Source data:
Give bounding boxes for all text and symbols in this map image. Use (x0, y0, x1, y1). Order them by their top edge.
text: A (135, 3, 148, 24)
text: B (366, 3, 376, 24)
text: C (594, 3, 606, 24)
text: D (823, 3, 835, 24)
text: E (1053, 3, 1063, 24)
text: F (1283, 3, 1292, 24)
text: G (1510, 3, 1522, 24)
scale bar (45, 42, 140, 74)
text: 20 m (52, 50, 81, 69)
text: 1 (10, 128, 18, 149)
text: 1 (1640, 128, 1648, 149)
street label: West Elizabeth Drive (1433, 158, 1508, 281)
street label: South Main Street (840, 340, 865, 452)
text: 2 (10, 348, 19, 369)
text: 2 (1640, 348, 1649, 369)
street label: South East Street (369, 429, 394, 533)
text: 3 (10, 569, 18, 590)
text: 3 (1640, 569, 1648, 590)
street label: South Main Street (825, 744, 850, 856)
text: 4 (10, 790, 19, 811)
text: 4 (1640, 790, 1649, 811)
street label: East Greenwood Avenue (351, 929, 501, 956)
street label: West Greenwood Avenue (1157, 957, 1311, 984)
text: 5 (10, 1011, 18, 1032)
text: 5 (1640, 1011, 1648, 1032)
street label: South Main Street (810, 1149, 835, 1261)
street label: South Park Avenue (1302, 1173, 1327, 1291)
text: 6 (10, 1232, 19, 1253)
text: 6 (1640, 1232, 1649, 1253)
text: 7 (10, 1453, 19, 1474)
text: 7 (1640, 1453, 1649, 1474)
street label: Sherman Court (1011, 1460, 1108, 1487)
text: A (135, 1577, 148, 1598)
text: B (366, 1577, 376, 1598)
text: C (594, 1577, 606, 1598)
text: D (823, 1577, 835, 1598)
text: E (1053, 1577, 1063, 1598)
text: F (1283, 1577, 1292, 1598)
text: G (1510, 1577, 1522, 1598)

◆ REQUIRED WORK
Set down every record once more, exactly as written.

◆ EXERCISE RESULT
Give bounding boxes for all text and symbols in this map image. Use (x0, y0, x1, y1). Order them by their top edge.
text: A (135, 3, 148, 24)
text: B (366, 3, 376, 24)
text: C (594, 3, 606, 24)
text: D (823, 3, 835, 24)
text: E (1053, 3, 1063, 24)
text: F (1283, 3, 1292, 24)
text: G (1510, 3, 1522, 24)
scale bar (45, 42, 140, 74)
text: 20 m (52, 50, 81, 69)
text: 1 (10, 128, 18, 149)
text: 1 (1640, 128, 1648, 149)
street label: West Elizabeth Drive (1433, 158, 1508, 281)
street label: South Main Street (840, 340, 865, 452)
text: 2 (10, 348, 19, 369)
text: 2 (1640, 348, 1649, 369)
street label: South East Street (369, 429, 394, 533)
text: 3 (10, 569, 18, 590)
text: 3 (1640, 569, 1648, 590)
street label: South Main Street (825, 744, 850, 856)
text: 4 (10, 790, 19, 811)
text: 4 (1640, 790, 1649, 811)
street label: East Greenwood Avenue (351, 929, 501, 956)
street label: West Greenwood Avenue (1157, 957, 1311, 984)
text: 5 (10, 1011, 18, 1032)
text: 5 (1640, 1011, 1648, 1032)
street label: South Main Street (810, 1149, 835, 1261)
street label: South Park Avenue (1302, 1173, 1327, 1291)
text: 6 (10, 1232, 19, 1253)
text: 6 (1640, 1232, 1649, 1253)
text: 7 (10, 1453, 19, 1474)
text: 7 (1640, 1453, 1649, 1474)
street label: Sherman Court (1011, 1460, 1108, 1487)
text: A (135, 1577, 148, 1598)
text: B (366, 1577, 376, 1598)
text: C (594, 1577, 606, 1598)
text: D (823, 1577, 835, 1598)
text: E (1053, 1577, 1063, 1598)
text: F (1283, 1577, 1292, 1598)
text: G (1510, 1577, 1522, 1598)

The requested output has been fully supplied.